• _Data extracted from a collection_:
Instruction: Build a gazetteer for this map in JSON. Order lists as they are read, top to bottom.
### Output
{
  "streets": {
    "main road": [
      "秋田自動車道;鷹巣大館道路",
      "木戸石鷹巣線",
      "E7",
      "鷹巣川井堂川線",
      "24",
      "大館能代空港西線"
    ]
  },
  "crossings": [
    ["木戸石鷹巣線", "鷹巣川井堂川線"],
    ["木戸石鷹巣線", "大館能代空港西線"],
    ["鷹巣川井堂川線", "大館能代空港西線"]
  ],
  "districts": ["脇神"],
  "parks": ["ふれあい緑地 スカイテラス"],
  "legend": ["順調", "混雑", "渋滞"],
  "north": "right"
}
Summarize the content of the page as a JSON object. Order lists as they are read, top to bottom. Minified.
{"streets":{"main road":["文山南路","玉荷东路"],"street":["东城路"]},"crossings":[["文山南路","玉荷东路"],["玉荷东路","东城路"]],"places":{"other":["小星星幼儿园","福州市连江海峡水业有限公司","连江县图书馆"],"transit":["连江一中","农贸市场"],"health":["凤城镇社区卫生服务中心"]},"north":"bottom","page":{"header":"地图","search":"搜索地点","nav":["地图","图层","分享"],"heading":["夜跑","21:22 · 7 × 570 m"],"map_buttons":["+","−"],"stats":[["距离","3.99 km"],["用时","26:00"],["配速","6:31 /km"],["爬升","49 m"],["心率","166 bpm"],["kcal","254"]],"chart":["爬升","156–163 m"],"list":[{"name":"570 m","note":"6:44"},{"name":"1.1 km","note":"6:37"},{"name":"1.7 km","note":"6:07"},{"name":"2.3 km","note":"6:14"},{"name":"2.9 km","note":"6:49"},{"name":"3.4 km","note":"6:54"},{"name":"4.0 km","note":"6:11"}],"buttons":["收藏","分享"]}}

• _Instructions for the task_:
Write out, exactly as given, the line containing "Summarize the content" and every line after it to the end of the records. Include nothing else.

• _Answer to this task_:
Summarize the content of the page as a JSON object. Order lists as they are read, top to bottom. Minified.
{"streets":{"main road":["文山南路","玉荷东路"],"street":["东城路"]},"crossings":[["文山南路","玉荷东路"],["玉荷东路","东城路"]],"places":{"other":["小星星幼儿园","福州市连江海峡水业有限公司","连江县图书馆"],"transit":["连江一中","农贸市场"],"health":["凤城镇社区卫生服务中心"]},"north":"bottom","page":{"header":"地图","search":"搜索地点","nav":["地图","图层","分享"],"heading":["夜跑","21:22 · 7 × 570 m"],"map_buttons":["+","−"],"stats":[["距离","3.99 km"],["用时","26:00"],["配速","6:31 /km"],["爬升","49 m"],["心率","166 bpm"],["kcal","254"]],"chart":["爬升","156–163 m"],"list":[{"name":"570 m","note":"6:44"},{"name":"1.1 km","note":"6:37"},{"name":"1.7 km","note":"6:07"},{"name":"2.3 km","note":"6:14"},{"name":"2.9 km","note":"6:49"},{"name":"3.4 km","note":"6:54"},{"name":"4.0 km","note":"6:11"}],"buttons":["收藏","分享"]}}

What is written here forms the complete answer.